MapReduce and Spark

When a dataset grows beyond what a single machine can process — terabytes of web logs, billions of transactions, or petabytes of sensor readings — we need a way to split the work across many machines, process it in parallel, and combine the results. MapReduce was the programming model that made this possible at scale, and Apache Spark is the engine that took the idea further with in-memory processing and a richer API.

In this post, we will walk through both frameworks from the ground up: how MapReduce works, why Spark was created to address its limitations, and how to write distributed programs with each.

The MapReduce Programming Model
MapReduce Example: Word Count
- Python Implementation
Strengths and Limitations of MapReduce
- Strengths
- Limitations
Apache Spark
- Spark Architecture
RDDs: Resilient Distributed Datasets
- Transformations vs Actions
- PySpark Word Count
Spark vs MapReduce
Useful Resources

The MapReduce Programming Model

MapReduce was introduced by Google in 2004 and later implemented as the open-source Apache Hadoop project. The core idea is simple:

Split the data into chunks and distribute them across a cluster
Map — apply a function to each chunk independently and in parallel
Shuffle & Sort — group the intermediate results by key
Reduce — aggregate the grouped values into final results

The programmer only needs to write two functions — map and reduce — and the framework handles distribution, fault tolerance, and coordination automatically.

MapReduce Flow

Map Phase

Each mapper receives a chunk of input data and emits zero or more (key, value) pairs. Mappers run independently and in parallel across the cluster — they have no knowledge of each other.

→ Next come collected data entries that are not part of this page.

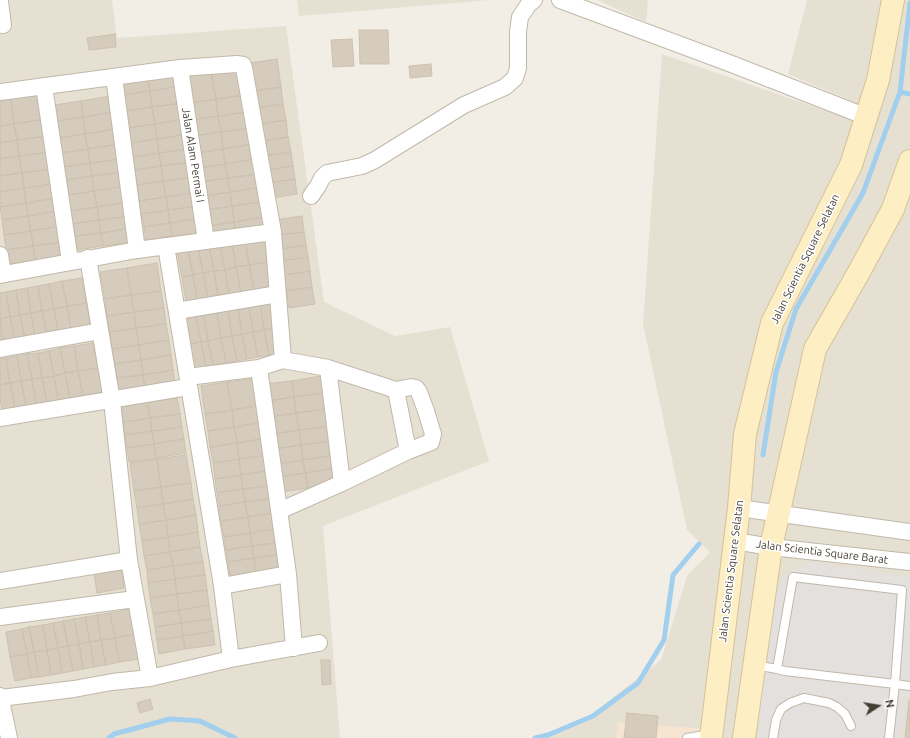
<!DOCTYPE html>
<style>
body{margin:0}
#map{position:relative;width:910px;height:738px;overflow:hidden;background:#f2eee5;font-family:Ubuntu,sans-serif}
canvas{display:block}
.north{position:absolute;left:858px;top:686px;width:40px;height:40px;-webkit-text-stroke:3px #fff;paint-order:stroke;rotate:78deg;font-size:11px;font-weight:700;line-height:16px;text-align:center;color:#443e34}
.north::after{content:'';display:block;margin:auto;width:14px;height:18px;background:#443e34;clip-path:polygon(50% 0,100% 100%,50% 72%,0 100%)}
</style>
<div id="map">
<canvas width="910" height="738"></canvas>
<div class="north">N</div>
</div>
<script>
const ctx = document.querySelector('canvas').getContext('2d');
ctx.lineJoin = 'round';
function fill(path, color) {
  ctx.fillStyle = color;
  ctx.fill(path, 'evenodd');
}
function shape(rows) {
  const path = new Path2D();
  for (const r of rows) {
    path.moveTo(r[0], r[1]);
    for (let i = 2; i < r.length; i += 2) path.lineTo(r[i], r[i + 1]);
  }
  return path;
}
function strokePath(path, color, width, dash) {
  ctx.strokeStyle = color;
  ctx.lineWidth = width;
  ctx.lineCap = dash ? 'butt' : 'round';
  ctx.setLineDash(dash || []);
  ctx.stroke(path);
}
function label(font, color, halo, rows, align = 'center') {
  ctx.font = font + ' Ubuntu,sans-serif';
  ctx.lineWidth = 3;
  ctx.setLineDash([]);
  ctx.textBaseline = 'middle';
  ctx.strokeStyle = halo;
  ctx.fillStyle = color;
  for (const [text, x, y, turn = 0] of rows) {
    ctx.save();
    ctx.translate(x, y);
    ctx.rotate((+turn || 0) * Math.PI / 180);
    ctx.textAlign = isNaN(turn) ? turn : align;
    if (halo) ctx.strokeText(text, 0, 0);
    ctx.fillText(text, 0, 0);
    ctx.restore();
  }
}
fill(shape([
 [0,0,112,0,117,38,286,26,324,302,395,336,450,327,489,461,323,526,340,738,0,738],
 [297,0,489,0,299,16],
 [597,0,648,0,646,22],
 [807,0,910,0,910,738,547,738,578,725,661,660,687,576,710,552,687,530,643,324,662,54,841,116,854,102,788,74]
]), '#e6e0d3');
fill(shape([
 [618,722,705,729,704,738,616,738]
]), '#f4e4d0');
fill(shape([
 [811,562,910,577,910,695,906,695,901,738,757,738,774,593,784,574]
]), '#e3e0dd');
strokePath(shape([
 [900,92,910,94],
 [763,455,776,372,796,309,863,193,900,92,910,3],
 [109,738,114,734,170,719,200,721,235,738],
 [535,738,548,735,593,716,638,683,664,640,673,575,699,544]
]), '#a2cfee', 5);
const building = shape([
 [359,30,388,30,389,64,360,64,359,30],
 [115,34,116,47,89,50,87,38,115,34],
 [352,39,354,66,333,67,331,40,352,39],
 [277,59,281,87,254,91,250,63,277,59],
 [431,64,432,76,410,78,409,66,431,64],
 [241,67,245,95,216,99,211,72,241,67],
 [177,70,180,86,150,91,147,74,177,70],
 [211,72,216,99,189,103,185,75,211,72],
 [147,74,150,91,124,95,121,78,147,74],
 [180,86,182,103,152,107,150,91,180,86],
 [281,87,283,104,257,108,254,91,281,87],
 [40,91,44,119,14,124,10,96,40,91],
 [150,91,152,107,126,111,124,95,150,91],
 [245,95,248,112,218,116,216,99,245,95],
 [10,96,14,124,0,126,0,97,10,96],
 [111,96,113,112,83,117,81,101,111,96],
 [216,99,218,116,192,120,189,103,216,99],
 [81,101,83,117,56,121,54,105,81,101],
 [182,103,185,119,155,124,152,107,182,103],
 [283,104,286,120,259,124,257,108,283,104],
 [152,107,155,124,128,128,126,111,152,107],
 [113,112,115,129,85,134,83,117,113,112],
 [248,112,250,128,221,132,218,116,248,112],
 [218,116,221,132,194,136,192,120,218,116],
 [83,117,85,134,59,138,56,121,83,117],
 [44,119,47,136,17,140,14,124,44,119],
 [185,119,187,134,157,139,155,124,185,119],
 [286,120,288,137,262,141,259,124,286,120],
 [14,124,17,140,0,143,0,126,14,124],
 [155,124,157,139,131,143,128,128,155,124],
 [250,128,253,144,223,149,221,132,250,128],
 [115,129,118,144,88,149,85,134,115,129],
 [221,132,223,149,197,153,194,136,221,132],
 [85,134,88,149,61,153,59,138,85,134],
 [187,134,189,149,159,153,157,139,187,134],
 [47,136,49,152,19,156,17,140,47,136],
 [288,137,291,152,264,156,262,141,288,137],
 [157,139,159,153,133,157,131,143,157,139],
 [17,140,19,156,0,159,0,143,17,140],
 [118,144,120,159,90,163,88,149,118,144],
 [253,144,255,159,225,164,223,149,253,144],
 [88,149,90,163,64,167,61,153,88,149],
 [189,149,191,162,161,166,159,153,189,149],
 [223,149,225,164,199,168,197,153,223,149],
 [49,152,52,169,22,173,19,156,49,152],
 [291,152,293,166,266,170,264,156,291,152],
 [159,153,161,166,135,170,133,157,159,153],
 [19,156,22,173,0,176,0,159,19,156],
 [120,159,122,172,92,176,90,163,120,159],
 [255,159,257,174,228,178,225,164,255,159],
 [191,162,193,177,163,181,161,166,191,162],
 [90,163,92,176,66,180,64,167,90,163],
 [225,164,228,178,201,182,199,168,225,164],
 [161,166,163,181,137,185,135,170,161,166],
 [293,166,295,179,268,183,266,170,293,166],
 [52,169,54,184,24,188,22,173,52,169],
 [122,172,124,186,94,191,92,176,122,172],
 [22,173,24,188,0,192,0,176,22,173],
 [257,174,260,187,230,192,228,178,257,174],
 [92,176,94,191,68,195,66,180,92,176],
 [193,177,196,192,166,197,163,181,193,177],
 [228,178,230,192,203,196,201,182,228,178],
 [295,179,297,194,271,198,268,183,295,179],
 [163,181,166,197,139,201,137,185,163,181],
 [54,184,56,198,26,203,24,188,54,184],
 [124,186,127,202,97,207,94,191,124,186],
 [260,187,262,202,232,206,230,192,260,187],
 [24,188,26,203,0,207,0,192,24,188],
 [94,191,97,207,70,211,68,195,94,191],
 [196,192,198,206,168,210,166,197,196,192],
 [230,192,232,206,205,210,203,196,230,192],
 [166,197,168,210,141,214,139,201,166,197],
 [56,198,58,211,28,216,26,203,56,198],
 [127,202,129,216,99,220,97,207,127,202],
 [262,202,264,217,234,222,232,206,262,202],
 [26,203,28,216,2,220,0,207,26,203],
 [198,206,200,218,170,223,168,210,198,206],
 [232,206,234,222,208,226,205,210,232,206],
 [97,207,99,220,72,224,70,211,97,207],
 [168,210,170,223,144,227,141,214,168,210],
 [58,211,61,226,31,231,28,216,58,211],
 [28,216,31,231,4,235,2,220,28,216],
 [129,216,131,228,101,233,99,220,129,216],
 [302,216,304,232,278,235,275,220,302,216],
 [264,217,266,231,236,235,234,222,264,217],
 [200,218,202,232,172,236,170,223,200,218],
 [99,220,101,233,74,236,72,224,99,220],
 [234,222,236,235,210,239,208,226,234,222],
 [170,223,172,236,146,240,144,227,170,223],
 [61,226,63,242,33,246,31,231,61,226],
 [131,228,133,242,103,246,101,233,131,228],
 [31,231,33,246,6,250,4,235,31,231],
 [304,232,306,245,280,249,278,235,304,232],
 [101,233,103,246,76,250,74,236,101,233],
 [265,237,269,262,249,265,245,240,265,237],
 [245,240,249,265,236,267,232,242,245,240],
 [63,242,65,255,35,260,33,246,63,242],
 [232,242,236,267,225,270,220,245,232,242],
 [220,245,225,270,214,271,209,246,220,245],
 [306,245,308,257,281,261,280,249,306,245],
 [33,246,35,260,8,264,6,250,33,246],
 [209,246,214,271,203,273,198,248,209,246],
 [198,248,203,273,193,275,188,250,198,248],
 [188,250,193,275,182,277,177,252,188,250],
 [308,257,310,271,284,275,281,261,308,257],
 [269,262,273,286,254,290,249,265,269,262],
 [157,263,161,291,131,295,127,268,157,263],
 [249,265,254,290,241,292,236,267,249,265],
 [236,267,241,292,229,294,225,270,236,267],
 [127,268,131,295,105,299,100,272,127,268],
 [225,270,229,294,218,296,214,271,225,270],
 [214,271,218,296,208,298,203,273,214,271],
 [310,271,312,287,286,291,284,275,310,271],
 [203,273,208,298,197,300,193,275,203,273],
 [193,275,197,300,186,302,182,277,193,275],
 [82,278,86,303,67,306,62,281,82,278],
 [62,281,67,306,54,309,49,284,62,281],
 [49,284,54,309,42,311,38,286,49,284],
 [38,286,42,311,31,313,27,288,38,286],
 [312,287,315,304,289,308,286,291,312,287],
 [27,288,31,313,20,315,16,290,27,288],
 [16,290,20,315,10,317,6,292,16,290],
 [161,291,164,308,134,312,131,295,161,291],
 [6,292,10,317,0,319,0,293,6,292],
 [131,295,134,312,107,316,105,299,131,295],
 [86,303,91,327,71,331,67,306,86,303],
 [271,303,276,328,264,330,260,305,271,303],
 [260,305,264,330,253,332,249,307,260,305],
 [67,306,71,331,58,333,54,309,67,306],
 [249,307,253,332,242,334,238,309,249,307],
 [164,308,166,324,136,328,134,312,164,308],
 [54,309,58,333,47,335,42,311,54,309],
 [238,309,242,334,232,336,228,311,238,309],
 [42,311,47,335,35,337,31,313,42,311],
 [228,311,232,336,221,338,217,313,228,311],
 [134,312,136,328,110,332,107,316,134,312],
 [31,313,35,337,25,339,20,315,31,313],
 [217,313,221,338,208,341,204,316,217,313],
 [20,315,25,339,15,341,10,317,20,315],
 [204,316,208,341,201,342,196,317,204,316],
 [10,317,15,341,4,343,0,319,10,317],
 [196,317,201,342,185,345,180,320,196,317],
 [0,322,4,343,0,344,0,322],
 [166,324,169,340,139,345,136,328,166,324],
 [136,328,139,345,112,349,110,332,136,328],
 [276,328,280,353,269,355,264,330,276,328],
 [264,330,269,355,258,357,253,332,264,330],
 [253,332,258,357,247,359,242,334,253,332],
 [242,334,247,359,237,361,232,336,242,334],
 [232,336,237,361,226,363,221,338,232,336],
 [221,338,226,363,213,365,208,341,221,338],
 [169,340,171,355,141,360,139,345,169,340],
 [208,341,213,365,206,367,201,342,208,341],
 [201,342,206,367,189,369,185,345,201,342],
 [93,343,98,368,78,371,74,346,93,343],
 [139,345,141,360,115,364,112,349,139,345],
 [74,346,78,371,65,373,60,348,74,346],
 [60,348,65,373,54,376,49,351,60,348],
 [49,351,54,376,42,378,38,353,49,351],
 [38,353,42,378,32,379,27,354,38,353],
 [27,354,32,379,21,381,17,356,27,354],
 [171,355,173,370,143,375,141,360,171,355],
 [17,356,21,381,10,383,6,358,17,356],
 [6,358,10,383,0,385,0,359,6,358],
 [141,360,143,375,117,378,115,364,141,360],
 [98,368,102,392,83,396,78,371,98,368],
 [173,370,175,383,145,388,143,375,173,370],
 [78,371,83,396,70,398,65,373,78,371],
 [65,373,70,398,58,400,54,376,65,373],
 [143,375,145,388,119,392,117,378,143,375],
 [54,376,58,400,47,402,42,378,54,376],
 [321,376,324,393,294,397,292,381,321,376],
 [42,378,47,402,36,404,32,379,42,378],
 [257,378,262,405,232,410,227,382,257,378],
 [32,379,36,404,26,406,21,381,32,379],
 [21,381,26,406,15,408,10,383,21,381],
 [292,381,294,397,268,401,265,384,292,381],
 [227,382,232,410,205,414,201,386,227,382],
 [10,383,15,408,2,410,0,399,0,385,10,383],
 [324,393,326,409,296,413,294,397,324,393],
 [294,397,296,413,270,417,268,401,294,397],
 [177,398,180,414,150,418,147,402,177,398],
 [147,402,150,418,123,422,121,406,147,402],
 [262,405,264,422,234,427,232,410,262,405],
 [326,409,329,426,299,430,296,413,326,409],
 [232,410,234,427,208,431,205,414,232,410],
 [296,413,299,430,273,434,270,417,296,413],
 [180,414,182,427,152,431,150,418,180,414],
 [150,418,152,431,125,435,123,422,150,418],
 [264,422,266,438,237,443,234,427,264,422],
 [329,426,331,441,301,445,299,430,329,426],
 [182,427,184,439,154,444,152,431,182,427],
 [234,427,237,443,210,447,208,431,234,427],
 [299,430,301,445,275,449,273,434,299,430],
 [152,431,154,444,127,448,125,435,152,431],
 [266,438,269,455,239,459,237,443,266,438],
 [184,439,186,453,156,458,154,444,184,439],
 [331,441,333,455,303,460,301,445,331,441],
 [237,443,239,459,213,463,210,447,237,443],
 [154,444,156,458,129,462,127,448,154,444],
 [301,445,303,460,277,464,275,449,301,445],
 [186,455,191,483,161,487,157,459,186,455],
 [269,455,271,470,241,475,239,459,269,455],
 [333,455,335,468,305,473,303,460,333,455],
 [157,459,161,487,134,491,130,463,157,459],
 [239,459,241,475,215,479,213,463,239,459],
 [303,460,305,473,279,477,277,464,303,460],
 [335,468,338,483,308,488,305,473,335,468],
 [271,470,273,485,243,489,241,475,271,470],
 [305,473,308,488,281,492,279,477,305,473],
 [241,475,243,489,217,493,215,479,241,475],
 [191,483,193,499,163,504,161,487,191,483],
 [273,485,275,498,245,502,243,489,273,485],
 [161,487,163,504,137,508,134,491,161,487],
 [243,489,245,502,219,506,217,493,243,489],
 [275,498,278,512,248,517,245,502,275,498],
 [193,499,196,515,166,520,163,504,193,499],
 [245,502,248,517,221,521,219,506,245,502],
 [163,504,166,520,139,524,137,508,163,504],
 [278,512,280,528,250,533,248,517,278,512],
 [196,515,198,532,168,537,166,520,196,515],
 [248,517,250,533,224,537,221,521,248,517],
 [166,520,168,537,142,541,139,524,166,520],
 [280,528,282,542,252,546,250,533,280,528],
 [198,532,200,547,170,552,168,537,198,532],
 [250,533,252,546,226,550,224,537,250,533],
 [168,537,170,552,144,556,142,541,168,537],
 [282,542,284,554,254,558,252,546,282,542],
 [252,546,254,558,228,562,226,550,252,546],
 [200,547,203,562,173,566,170,552,200,547],
 [170,552,173,566,147,570,144,556,170,552],
 [284,554,286,568,256,572,254,558,284,554],
 [254,558,256,572,230,576,228,562,254,558],
 [203,562,205,575,175,579,173,566,203,562],
 [173,566,175,579,148,583,147,570,173,566],
 [121,568,124,588,97,593,94,573,121,568],
 [205,575,207,590,177,594,175,579,205,575],
 [175,579,177,594,150,598,148,583,175,579],
 [207,590,209,605,179,610,177,594,207,590],
 [177,594,179,610,153,614,150,598,177,594],
 [209,605,211,619,181,623,179,610,209,605],
 [130,609,134,634,115,638,110,613,130,609],
 [179,610,181,623,155,627,153,614,179,610],
 [110,613,115,638,101,640,97,615,110,613],
 [97,615,101,640,90,642,85,617,97,615],
 [85,617,90,642,79,644,74,619,85,617],
 [74,619,79,644,68,646,63,621,74,619],
 [211,619,213,631,183,636,181,623,211,619],
 [63,621,68,646,58,648,53,623,63,621],
 [53,623,58,648,47,650,43,625,53,623],
 [181,623,183,636,157,640,155,627,181,623],
 [43,625,47,650,34,652,29,627,43,625],
 [29,627,34,652,27,654,22,629,29,627],
 [22,629,27,654,10,657,6,632,22,629],
 [213,631,215,645,185,649,183,636,213,631],
 [134,634,139,659,119,662,115,638,134,634],
 [183,636,185,649,159,654,157,640,183,636],
 [115,638,119,662,106,665,101,640,115,638],
 [101,640,106,665,94,667,90,642,101,640],
 [90,642,94,667,83,669,79,644,90,642],
 [79,644,83,669,73,671,68,646,79,644],
 [68,646,73,671,62,673,58,648,68,646],
 [58,648,62,673,51,675,47,650,58,648],
 [47,650,51,675,39,677,34,652,47,650],
 [34,652,39,677,31,678,27,654,34,652],
 [27,654,31,678,15,681,10,657,27,654],
 [321,660,330,660,331,684,322,685,321,660],
 [150,699,153,709,140,713,137,703,150,699],
 [909,701,910,738,905,738,909,701],
 [627,713,658,716,656,738,624,738,627,713]
]);
fill(building, '#d6ccbd');
strokePath(building, '#cec1ae', 1);
const lane = shape([
 [755,665,777,669],
 [687,738,710,734],
 [773,738,776,720,781,709,790,703,804,698,829,703,837,707,845,714,851,726],
 [889,738,895,684,902,590,793,577,777,669,785,671,895,684,910,686]
]);
const street = shape([
 [560,0,729,63,867,117],
 [0,2,3,25],
 [180,68,206,241],
 [114,77,137,250],
 [44,86,70,261],
 [0,92,180,68,237,64,243,65,244,68,273,232,283,360,328,368,396,390,411,387,416,388,419,392,426,411,433,434,431,442,408,451,342,483,279,511],
 [311,196,318,186,322,178,327,173,362,166,375,160,464,105,505,87,515,78,518,68,518,32,520,17,529,4,534,0],
 [166,246,222,586,231,659],
 [0,255,3,274],
 [88,258,112,401,129,560,150,678],
 [0,275,137,250,273,232],
 [177,311,278,294],
 [0,349,100,331],
 [259,368,288,574,294,648],
 [328,368,342,483],
 [188,377,259,368,283,360],
 [396,390,408,451],
 [0,418,188,387],
 [739,508,910,532],
 [735,541,771,547,910,562],
 [0,581,129,560],
 [222,586,288,574],
 [0,617,135,599],
 [0,696,9,738],
 [0,698,74,689,112,682,150,678,231,659,319,643]
]);
const secondary = shape([
 [711,738,739,508,745,434,772,323,851,165,878,80,893,0],
 [744,738,771,547,815,349,859,272,893,209,910,161]
]);
strokePath(lane, '#c0b8aa', 10);
strokePath(street, '#c0b8aa', 18);
strokePath(secondary, '#d4c397', 24);
strokePath(lane, '#fff', 8);
strokePath(street, '#fff', 16);
strokePath(secondary, '#fdefc3', 22);
label('11px', '#443e34', '#fff', [
 ["Jalan Alam Permai I",193,155,81],
 ["Jalan Scientia Square Selatan",805,259,-64],
 ["Jalan Scientia Square Barat",822,552,7],
 ["Jalan Scientia Square Selatan",731,571,-83]
]);
</script>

Input: a split of the raw data (e.g., a block of a text file)
Output: a list of (key, value) pairs

Shuffle & Sort Phase

The framework collects all intermediate (key, value) pairs, groups them by key, and sorts them. This is the most network-intensive phase — data is transferred between machines so that all values for the same key end up on the same node.

Input: all (key, value) pairs from all mappers
Output: (key, [value1, value2, ...]) grouped by key

Reduce Phase

Each reducer receives a key and the complete list of values associated with that key. It applies an aggregation function and emits the final result.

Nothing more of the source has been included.